** Opening Material for this exercise block **

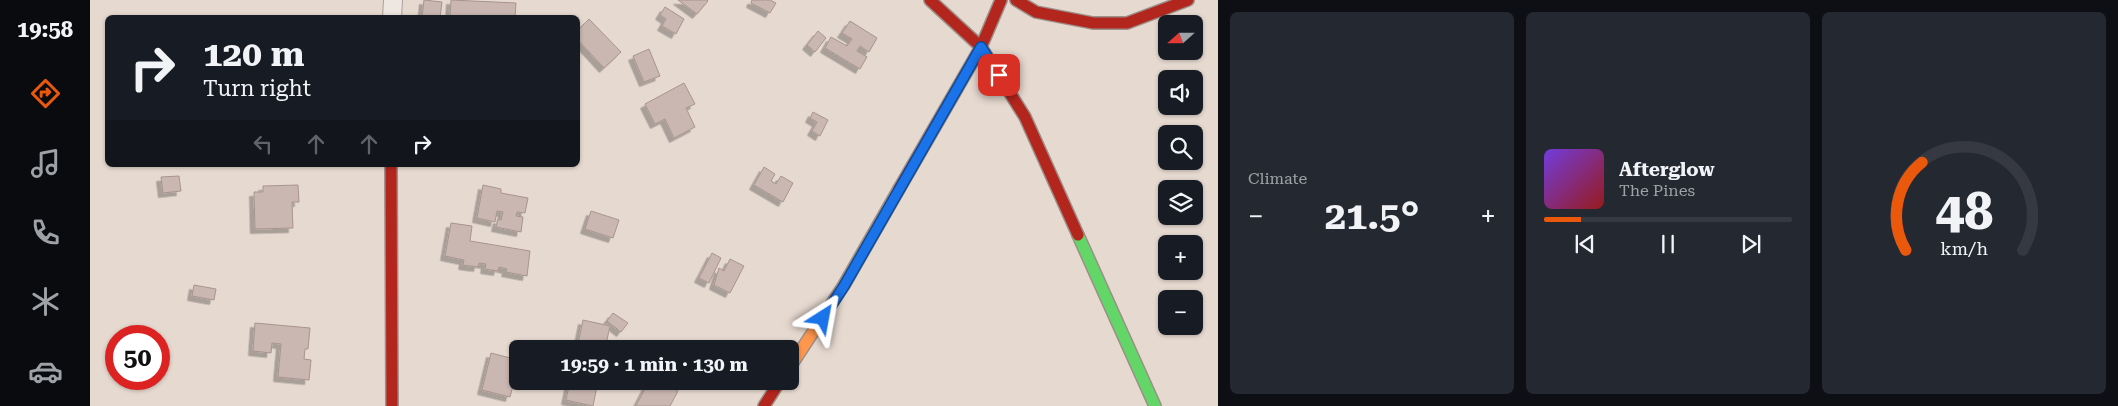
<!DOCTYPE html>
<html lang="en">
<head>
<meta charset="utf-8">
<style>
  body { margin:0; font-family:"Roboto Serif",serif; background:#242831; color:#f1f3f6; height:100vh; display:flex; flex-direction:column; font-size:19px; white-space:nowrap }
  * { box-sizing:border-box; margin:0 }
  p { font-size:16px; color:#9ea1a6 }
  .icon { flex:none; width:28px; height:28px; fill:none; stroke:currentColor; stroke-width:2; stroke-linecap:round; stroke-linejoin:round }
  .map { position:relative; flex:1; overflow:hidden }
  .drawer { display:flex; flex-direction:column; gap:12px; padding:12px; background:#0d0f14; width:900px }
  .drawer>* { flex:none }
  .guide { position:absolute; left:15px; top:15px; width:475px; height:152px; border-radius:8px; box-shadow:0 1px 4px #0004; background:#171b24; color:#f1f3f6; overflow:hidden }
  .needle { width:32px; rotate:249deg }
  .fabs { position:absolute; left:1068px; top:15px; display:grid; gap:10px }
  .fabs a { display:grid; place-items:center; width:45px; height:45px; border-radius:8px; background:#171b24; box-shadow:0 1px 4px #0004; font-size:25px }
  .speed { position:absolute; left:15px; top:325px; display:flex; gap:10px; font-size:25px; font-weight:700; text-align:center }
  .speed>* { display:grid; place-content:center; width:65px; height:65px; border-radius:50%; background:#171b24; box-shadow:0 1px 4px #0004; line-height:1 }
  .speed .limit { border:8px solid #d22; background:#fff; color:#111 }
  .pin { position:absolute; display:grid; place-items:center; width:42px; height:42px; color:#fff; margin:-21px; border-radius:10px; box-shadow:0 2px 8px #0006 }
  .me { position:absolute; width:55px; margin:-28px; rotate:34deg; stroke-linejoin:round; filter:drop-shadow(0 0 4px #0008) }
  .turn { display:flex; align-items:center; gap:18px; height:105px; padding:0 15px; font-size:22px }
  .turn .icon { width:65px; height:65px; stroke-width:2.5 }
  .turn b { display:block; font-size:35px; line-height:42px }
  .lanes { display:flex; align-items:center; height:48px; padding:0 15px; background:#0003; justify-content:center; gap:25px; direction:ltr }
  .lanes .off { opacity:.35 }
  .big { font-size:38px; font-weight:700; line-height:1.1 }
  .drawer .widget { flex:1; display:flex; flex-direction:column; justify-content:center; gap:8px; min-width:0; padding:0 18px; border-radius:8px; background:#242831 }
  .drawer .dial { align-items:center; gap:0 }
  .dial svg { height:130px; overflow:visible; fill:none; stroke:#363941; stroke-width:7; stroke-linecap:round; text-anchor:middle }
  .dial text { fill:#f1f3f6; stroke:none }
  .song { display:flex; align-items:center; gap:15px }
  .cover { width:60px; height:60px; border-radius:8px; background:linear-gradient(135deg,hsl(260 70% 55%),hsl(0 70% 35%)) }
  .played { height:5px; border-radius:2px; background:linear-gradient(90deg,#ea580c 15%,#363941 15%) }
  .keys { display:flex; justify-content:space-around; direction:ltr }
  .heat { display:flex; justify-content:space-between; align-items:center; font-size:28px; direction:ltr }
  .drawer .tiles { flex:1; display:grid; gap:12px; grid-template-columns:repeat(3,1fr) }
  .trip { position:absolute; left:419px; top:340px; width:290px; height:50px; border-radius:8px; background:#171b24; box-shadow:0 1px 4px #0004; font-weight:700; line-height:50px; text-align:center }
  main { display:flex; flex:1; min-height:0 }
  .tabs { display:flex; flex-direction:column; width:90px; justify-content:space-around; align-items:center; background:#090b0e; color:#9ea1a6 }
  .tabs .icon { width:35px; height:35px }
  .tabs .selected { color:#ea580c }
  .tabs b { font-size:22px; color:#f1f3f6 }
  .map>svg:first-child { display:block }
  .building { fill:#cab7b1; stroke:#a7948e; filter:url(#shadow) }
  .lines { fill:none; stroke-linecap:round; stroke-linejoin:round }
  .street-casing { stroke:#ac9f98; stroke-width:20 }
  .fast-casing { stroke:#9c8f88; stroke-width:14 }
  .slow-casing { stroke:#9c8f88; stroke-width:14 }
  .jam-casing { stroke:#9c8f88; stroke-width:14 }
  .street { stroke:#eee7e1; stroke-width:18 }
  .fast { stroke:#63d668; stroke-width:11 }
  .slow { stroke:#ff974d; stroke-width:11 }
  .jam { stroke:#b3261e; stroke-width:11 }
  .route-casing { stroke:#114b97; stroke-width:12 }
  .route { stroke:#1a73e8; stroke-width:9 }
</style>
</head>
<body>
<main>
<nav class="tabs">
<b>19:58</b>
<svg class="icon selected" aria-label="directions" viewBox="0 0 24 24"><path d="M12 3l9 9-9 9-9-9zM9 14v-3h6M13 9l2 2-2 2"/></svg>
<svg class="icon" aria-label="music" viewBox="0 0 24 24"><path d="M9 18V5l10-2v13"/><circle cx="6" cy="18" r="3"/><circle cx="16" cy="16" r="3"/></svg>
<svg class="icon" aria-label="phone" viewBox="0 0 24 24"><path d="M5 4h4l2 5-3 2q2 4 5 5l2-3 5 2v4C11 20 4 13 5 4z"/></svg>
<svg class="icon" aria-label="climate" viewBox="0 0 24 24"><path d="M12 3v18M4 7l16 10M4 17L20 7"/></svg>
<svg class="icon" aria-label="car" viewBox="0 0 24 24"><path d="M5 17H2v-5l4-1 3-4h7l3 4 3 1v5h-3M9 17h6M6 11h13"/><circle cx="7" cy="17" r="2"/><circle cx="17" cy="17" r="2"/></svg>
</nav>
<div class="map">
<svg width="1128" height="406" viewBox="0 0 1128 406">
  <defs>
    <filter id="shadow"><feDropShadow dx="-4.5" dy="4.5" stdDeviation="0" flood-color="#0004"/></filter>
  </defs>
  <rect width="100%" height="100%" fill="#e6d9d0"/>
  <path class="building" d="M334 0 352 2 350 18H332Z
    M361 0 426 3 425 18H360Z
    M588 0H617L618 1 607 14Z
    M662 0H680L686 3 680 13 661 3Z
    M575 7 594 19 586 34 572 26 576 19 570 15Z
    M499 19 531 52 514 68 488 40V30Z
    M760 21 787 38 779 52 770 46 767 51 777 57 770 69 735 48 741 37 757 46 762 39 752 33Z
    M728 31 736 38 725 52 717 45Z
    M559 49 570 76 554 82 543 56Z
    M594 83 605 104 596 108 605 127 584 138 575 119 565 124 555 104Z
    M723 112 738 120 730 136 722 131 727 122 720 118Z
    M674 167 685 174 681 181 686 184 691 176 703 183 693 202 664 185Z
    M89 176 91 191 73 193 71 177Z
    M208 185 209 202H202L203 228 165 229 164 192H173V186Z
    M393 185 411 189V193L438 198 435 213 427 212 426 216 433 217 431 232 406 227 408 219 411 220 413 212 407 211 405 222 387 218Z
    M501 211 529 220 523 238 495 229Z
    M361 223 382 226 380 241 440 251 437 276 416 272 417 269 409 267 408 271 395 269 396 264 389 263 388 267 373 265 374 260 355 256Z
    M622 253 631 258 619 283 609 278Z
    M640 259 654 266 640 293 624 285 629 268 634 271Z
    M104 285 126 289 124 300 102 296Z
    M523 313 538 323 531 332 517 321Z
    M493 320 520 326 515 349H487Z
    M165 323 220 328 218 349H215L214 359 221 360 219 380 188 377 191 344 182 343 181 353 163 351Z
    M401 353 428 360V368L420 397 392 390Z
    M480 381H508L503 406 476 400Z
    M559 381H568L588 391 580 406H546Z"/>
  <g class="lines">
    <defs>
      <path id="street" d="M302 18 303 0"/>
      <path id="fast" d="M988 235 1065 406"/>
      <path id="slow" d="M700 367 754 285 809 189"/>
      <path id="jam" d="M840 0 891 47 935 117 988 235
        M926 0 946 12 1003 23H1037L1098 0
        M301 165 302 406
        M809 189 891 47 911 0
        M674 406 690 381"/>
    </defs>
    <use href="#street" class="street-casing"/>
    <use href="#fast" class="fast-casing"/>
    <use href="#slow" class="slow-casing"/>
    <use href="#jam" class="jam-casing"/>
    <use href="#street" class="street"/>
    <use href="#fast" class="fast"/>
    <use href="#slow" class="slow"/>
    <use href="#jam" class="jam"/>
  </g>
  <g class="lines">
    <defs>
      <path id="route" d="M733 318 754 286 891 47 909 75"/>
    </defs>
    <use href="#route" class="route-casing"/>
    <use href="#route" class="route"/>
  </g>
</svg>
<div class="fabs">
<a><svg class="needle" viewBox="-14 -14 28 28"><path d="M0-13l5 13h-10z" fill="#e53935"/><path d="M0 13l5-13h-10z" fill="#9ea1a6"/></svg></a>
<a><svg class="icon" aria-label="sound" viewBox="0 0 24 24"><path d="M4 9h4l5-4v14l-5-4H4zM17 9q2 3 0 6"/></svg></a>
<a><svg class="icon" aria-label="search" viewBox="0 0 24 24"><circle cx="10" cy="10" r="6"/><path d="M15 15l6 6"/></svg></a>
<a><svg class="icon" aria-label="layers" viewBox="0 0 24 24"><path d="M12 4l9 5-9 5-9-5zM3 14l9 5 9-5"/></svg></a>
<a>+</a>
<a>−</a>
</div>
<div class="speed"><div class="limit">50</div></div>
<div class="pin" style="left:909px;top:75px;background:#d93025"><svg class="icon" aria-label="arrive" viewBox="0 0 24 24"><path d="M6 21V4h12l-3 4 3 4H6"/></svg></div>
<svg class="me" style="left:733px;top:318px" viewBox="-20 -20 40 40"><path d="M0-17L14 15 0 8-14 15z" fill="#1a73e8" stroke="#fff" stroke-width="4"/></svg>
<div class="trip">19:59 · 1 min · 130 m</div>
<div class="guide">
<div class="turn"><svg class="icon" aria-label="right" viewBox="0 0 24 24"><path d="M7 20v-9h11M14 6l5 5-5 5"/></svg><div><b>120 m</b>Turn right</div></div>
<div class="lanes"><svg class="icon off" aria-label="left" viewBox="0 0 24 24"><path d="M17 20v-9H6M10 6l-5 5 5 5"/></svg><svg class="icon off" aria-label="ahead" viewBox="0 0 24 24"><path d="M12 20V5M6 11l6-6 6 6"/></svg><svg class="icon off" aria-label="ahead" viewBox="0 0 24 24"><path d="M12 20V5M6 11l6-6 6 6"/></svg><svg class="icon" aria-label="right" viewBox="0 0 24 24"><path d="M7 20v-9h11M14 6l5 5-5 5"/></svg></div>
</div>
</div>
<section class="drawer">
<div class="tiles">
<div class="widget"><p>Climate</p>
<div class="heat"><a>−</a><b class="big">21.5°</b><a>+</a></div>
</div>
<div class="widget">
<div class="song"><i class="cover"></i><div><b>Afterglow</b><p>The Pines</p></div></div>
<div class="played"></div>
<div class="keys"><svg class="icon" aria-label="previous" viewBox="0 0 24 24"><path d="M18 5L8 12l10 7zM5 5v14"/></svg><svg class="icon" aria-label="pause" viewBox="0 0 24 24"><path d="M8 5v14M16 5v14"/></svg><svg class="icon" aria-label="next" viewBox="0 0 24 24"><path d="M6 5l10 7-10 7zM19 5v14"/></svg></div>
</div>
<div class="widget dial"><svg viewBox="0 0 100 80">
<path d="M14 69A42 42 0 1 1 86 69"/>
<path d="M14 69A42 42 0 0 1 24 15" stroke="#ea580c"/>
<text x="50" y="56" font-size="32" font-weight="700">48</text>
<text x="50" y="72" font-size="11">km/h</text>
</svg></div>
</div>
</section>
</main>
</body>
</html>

** Closing Material for this exercise block **

## Exercise instructions:
An exact copy is needed of the lines from the start of the listing through the line with "position:absolute; width:55px; margin:-28px;", both end lines included and pictures excluded.

## Answer for this exercise:
<!DOCTYPE html>
<html lang="en">
<head>
<meta charset="utf-8">
<style>
  body { margin:0; font-family:"Roboto Serif",serif; background:#242831; color:#f1f3f6; height:100vh; display:flex; flex-direction:column; font-size:19px; white-space:nowrap }
  * { box-sizing:border-box; margin:0 }
  p { font-size:16px; color:#9ea1a6 }
  .icon { flex:none; width:28px; height:28px; fill:none; stroke:currentColor; stroke-width:2; stroke-linecap:round; stroke-linejoin:round }
  .map { position:relative; flex:1; overflow:hidden }
  .drawer { display:flex; flex-direction:column; gap:12px; padding:12px; background:#0d0f14; width:900px }
  .drawer>* { flex:none }
  .guide { position:absolute; left:15px; top:15px; width:475px; height:152px; border-radius:8px; box-shadow:0 1px 4px #0004; background:#171b24; color:#f1f3f6; overflow:hidden }
  .needle { width:32px; rotate:249deg }
  .fabs { position:absolute; left:1068px; top:15px; display:grid; gap:10px }
  .fabs a { display:grid; place-items:center; width:45px; height:45px; border-radius:8px; background:#171b24; box-shadow:0 1px 4px #0004; font-size:25px }
  .speed { position:absolute; left:15px; top:325px; display:flex; gap:10px; font-size:25px; font-weight:700; text-align:center }
  .speed>* { display:grid; place-content:center; width:65px; height:65px; border-radius:50%; background:#171b24; box-shadow:0 1px 4px #0004; line-height:1 }
  .speed .limit { border:8px solid #d22; background:#fff; color:#111 }
  .pin { position:absolute; display:grid; place-items:center; width:42px; height:42px; color:#fff; margin:-21px; border-radius:10px; box-shadow:0 2px 8px #0006 }
  .me { position:absolute; width:55px; margin:-28px; rotate:34deg; stroke-linejoin:round; filter:drop-shadow(0 0 4px #0008) }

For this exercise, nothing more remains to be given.